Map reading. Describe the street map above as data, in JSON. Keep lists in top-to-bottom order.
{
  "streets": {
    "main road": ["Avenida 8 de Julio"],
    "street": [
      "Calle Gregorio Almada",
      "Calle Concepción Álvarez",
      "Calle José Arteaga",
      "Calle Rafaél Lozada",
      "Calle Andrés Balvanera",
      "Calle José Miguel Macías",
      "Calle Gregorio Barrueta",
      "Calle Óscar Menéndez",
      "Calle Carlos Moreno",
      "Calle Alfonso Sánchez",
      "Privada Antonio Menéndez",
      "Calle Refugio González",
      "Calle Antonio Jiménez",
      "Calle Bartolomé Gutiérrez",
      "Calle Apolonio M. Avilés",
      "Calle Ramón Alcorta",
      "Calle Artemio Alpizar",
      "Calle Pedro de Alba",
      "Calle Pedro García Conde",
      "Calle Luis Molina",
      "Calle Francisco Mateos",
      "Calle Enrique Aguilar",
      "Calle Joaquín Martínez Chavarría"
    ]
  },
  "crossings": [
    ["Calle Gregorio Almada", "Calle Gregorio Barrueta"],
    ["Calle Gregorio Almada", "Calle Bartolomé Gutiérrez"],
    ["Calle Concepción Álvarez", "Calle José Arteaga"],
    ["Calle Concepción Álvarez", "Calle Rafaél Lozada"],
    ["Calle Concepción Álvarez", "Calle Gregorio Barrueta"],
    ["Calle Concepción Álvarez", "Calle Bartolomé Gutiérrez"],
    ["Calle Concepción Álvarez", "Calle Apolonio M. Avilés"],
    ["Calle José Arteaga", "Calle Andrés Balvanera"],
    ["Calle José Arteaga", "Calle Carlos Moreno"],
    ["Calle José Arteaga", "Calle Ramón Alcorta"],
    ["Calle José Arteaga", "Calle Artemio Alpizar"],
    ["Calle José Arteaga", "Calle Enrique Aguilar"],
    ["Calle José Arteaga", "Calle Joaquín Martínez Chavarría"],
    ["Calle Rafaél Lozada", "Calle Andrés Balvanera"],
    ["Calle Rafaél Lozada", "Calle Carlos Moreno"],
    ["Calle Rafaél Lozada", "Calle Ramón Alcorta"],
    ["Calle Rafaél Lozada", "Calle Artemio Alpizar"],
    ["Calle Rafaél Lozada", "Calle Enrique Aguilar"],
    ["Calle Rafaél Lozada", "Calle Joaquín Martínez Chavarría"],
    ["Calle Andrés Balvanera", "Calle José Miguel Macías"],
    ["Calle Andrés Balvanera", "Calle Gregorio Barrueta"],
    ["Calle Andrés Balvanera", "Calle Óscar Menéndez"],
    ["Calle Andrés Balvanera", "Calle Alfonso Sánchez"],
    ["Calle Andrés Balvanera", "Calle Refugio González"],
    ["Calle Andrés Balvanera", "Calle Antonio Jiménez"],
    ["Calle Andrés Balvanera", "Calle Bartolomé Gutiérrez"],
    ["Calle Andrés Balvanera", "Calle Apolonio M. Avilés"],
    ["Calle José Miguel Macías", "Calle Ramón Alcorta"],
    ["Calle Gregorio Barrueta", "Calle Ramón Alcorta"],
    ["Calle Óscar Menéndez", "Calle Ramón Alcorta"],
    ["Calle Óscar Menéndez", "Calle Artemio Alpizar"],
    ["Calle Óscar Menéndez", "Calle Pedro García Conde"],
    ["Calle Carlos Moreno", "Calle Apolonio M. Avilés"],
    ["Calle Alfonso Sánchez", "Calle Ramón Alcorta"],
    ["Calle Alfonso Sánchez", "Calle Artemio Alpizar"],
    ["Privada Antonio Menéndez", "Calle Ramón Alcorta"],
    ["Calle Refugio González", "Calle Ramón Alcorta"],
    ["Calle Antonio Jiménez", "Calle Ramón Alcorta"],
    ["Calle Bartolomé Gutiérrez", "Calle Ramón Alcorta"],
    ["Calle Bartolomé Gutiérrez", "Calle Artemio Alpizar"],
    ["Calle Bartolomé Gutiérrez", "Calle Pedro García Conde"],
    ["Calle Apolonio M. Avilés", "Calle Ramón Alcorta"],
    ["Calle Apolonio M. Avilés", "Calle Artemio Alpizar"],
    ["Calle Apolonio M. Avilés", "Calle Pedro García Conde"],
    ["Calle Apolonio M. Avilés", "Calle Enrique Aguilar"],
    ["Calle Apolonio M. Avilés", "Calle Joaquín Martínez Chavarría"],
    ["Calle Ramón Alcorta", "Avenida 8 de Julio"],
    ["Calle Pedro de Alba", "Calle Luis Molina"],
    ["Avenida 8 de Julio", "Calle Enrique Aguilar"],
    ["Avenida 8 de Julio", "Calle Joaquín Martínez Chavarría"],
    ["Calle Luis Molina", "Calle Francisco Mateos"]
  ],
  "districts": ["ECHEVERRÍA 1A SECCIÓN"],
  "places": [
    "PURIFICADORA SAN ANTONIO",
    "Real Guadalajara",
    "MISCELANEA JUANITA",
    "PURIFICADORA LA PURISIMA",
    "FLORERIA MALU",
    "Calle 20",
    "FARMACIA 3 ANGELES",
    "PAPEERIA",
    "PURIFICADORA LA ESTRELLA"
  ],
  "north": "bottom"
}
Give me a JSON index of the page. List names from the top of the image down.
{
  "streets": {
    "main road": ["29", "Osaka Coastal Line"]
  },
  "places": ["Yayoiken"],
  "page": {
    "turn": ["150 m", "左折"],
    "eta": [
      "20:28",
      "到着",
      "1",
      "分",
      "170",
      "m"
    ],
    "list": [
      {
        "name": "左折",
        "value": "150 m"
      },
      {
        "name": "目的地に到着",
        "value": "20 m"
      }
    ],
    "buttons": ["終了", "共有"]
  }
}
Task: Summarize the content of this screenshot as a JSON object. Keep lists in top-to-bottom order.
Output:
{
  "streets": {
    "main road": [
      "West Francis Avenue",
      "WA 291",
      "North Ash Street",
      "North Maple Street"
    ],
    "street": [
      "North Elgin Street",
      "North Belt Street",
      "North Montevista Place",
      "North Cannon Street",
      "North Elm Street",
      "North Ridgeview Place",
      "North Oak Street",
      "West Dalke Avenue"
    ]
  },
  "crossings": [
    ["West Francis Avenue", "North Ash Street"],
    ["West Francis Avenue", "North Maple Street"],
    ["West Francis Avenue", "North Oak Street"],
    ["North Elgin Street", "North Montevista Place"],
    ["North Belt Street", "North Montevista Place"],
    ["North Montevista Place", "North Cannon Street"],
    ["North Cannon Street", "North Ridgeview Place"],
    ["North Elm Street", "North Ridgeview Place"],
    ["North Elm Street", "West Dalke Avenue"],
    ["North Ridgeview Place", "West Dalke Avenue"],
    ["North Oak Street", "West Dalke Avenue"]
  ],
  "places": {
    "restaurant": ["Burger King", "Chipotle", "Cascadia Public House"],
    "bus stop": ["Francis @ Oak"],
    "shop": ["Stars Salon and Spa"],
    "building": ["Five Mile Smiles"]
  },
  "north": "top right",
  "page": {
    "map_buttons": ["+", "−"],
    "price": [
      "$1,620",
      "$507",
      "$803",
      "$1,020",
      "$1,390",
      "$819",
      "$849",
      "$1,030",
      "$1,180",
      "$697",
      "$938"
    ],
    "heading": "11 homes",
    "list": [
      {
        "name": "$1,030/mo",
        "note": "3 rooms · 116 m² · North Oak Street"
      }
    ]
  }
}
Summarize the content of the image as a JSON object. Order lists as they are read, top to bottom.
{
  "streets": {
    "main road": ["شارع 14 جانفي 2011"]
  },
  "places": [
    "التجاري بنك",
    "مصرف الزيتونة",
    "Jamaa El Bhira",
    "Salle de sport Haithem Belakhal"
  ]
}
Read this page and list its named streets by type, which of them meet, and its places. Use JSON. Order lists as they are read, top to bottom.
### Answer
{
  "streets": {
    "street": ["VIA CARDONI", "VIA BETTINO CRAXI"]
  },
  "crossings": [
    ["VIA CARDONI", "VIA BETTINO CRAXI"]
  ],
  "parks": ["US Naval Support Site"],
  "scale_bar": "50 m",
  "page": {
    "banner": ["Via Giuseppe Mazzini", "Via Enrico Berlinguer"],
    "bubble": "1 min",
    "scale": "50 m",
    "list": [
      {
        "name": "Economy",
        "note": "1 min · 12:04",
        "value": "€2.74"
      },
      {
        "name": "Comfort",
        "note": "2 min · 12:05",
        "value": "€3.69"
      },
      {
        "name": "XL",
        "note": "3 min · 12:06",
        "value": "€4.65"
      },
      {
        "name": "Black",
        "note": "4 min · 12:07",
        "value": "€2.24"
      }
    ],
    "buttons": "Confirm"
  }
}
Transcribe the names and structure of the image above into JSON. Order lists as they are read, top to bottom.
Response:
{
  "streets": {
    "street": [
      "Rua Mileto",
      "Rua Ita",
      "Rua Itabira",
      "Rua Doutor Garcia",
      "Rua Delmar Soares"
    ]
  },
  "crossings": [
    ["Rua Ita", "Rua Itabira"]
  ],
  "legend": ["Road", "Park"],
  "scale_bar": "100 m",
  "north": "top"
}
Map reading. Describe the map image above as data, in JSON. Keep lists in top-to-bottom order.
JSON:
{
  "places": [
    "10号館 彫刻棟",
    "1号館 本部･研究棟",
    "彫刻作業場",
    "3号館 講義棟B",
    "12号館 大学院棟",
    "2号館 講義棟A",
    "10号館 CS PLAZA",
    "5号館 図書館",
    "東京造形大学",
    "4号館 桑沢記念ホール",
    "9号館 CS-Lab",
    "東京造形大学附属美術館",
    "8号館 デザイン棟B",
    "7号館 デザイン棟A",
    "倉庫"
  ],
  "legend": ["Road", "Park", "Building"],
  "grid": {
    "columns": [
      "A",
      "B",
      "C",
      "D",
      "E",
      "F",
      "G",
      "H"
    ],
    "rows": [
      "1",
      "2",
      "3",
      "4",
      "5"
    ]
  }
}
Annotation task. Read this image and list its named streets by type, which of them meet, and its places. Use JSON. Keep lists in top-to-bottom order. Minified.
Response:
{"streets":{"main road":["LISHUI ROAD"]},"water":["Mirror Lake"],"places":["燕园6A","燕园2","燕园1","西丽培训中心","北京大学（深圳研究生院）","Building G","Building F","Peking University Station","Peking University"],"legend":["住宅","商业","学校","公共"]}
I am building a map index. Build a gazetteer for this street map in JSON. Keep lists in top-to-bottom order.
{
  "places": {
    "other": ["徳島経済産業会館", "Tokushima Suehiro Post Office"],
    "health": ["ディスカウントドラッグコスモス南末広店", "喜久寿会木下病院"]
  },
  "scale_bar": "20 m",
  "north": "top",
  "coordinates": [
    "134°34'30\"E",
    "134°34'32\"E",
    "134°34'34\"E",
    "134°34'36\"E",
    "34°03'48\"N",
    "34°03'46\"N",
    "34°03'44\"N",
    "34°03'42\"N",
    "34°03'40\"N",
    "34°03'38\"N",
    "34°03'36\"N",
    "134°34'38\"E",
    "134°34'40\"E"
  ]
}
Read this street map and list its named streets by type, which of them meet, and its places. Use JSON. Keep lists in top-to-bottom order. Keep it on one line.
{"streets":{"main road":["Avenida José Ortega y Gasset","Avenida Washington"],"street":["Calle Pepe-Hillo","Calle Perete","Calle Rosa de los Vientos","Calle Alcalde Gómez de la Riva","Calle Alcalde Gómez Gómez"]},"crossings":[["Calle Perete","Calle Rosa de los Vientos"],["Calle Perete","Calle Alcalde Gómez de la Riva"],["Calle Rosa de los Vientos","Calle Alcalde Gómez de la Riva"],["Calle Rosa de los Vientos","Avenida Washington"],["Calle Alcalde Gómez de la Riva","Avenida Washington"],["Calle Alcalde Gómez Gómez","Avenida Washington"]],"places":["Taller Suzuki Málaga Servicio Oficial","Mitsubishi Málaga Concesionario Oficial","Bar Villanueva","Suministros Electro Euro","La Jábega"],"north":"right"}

[WHAT YOU ARE ASKED TO DO]: Scan the data above for the string "Dalke". Copy every line in which it appears.

[EXERCISE RESPONSE]:
      "West Dalke Avenue"
    ["North Elm Street", "West Dalke Avenue"],
    ["North Ridgeview Place", "West Dalke Avenue"],
    ["North Oak Street", "West Dalke Avenue"]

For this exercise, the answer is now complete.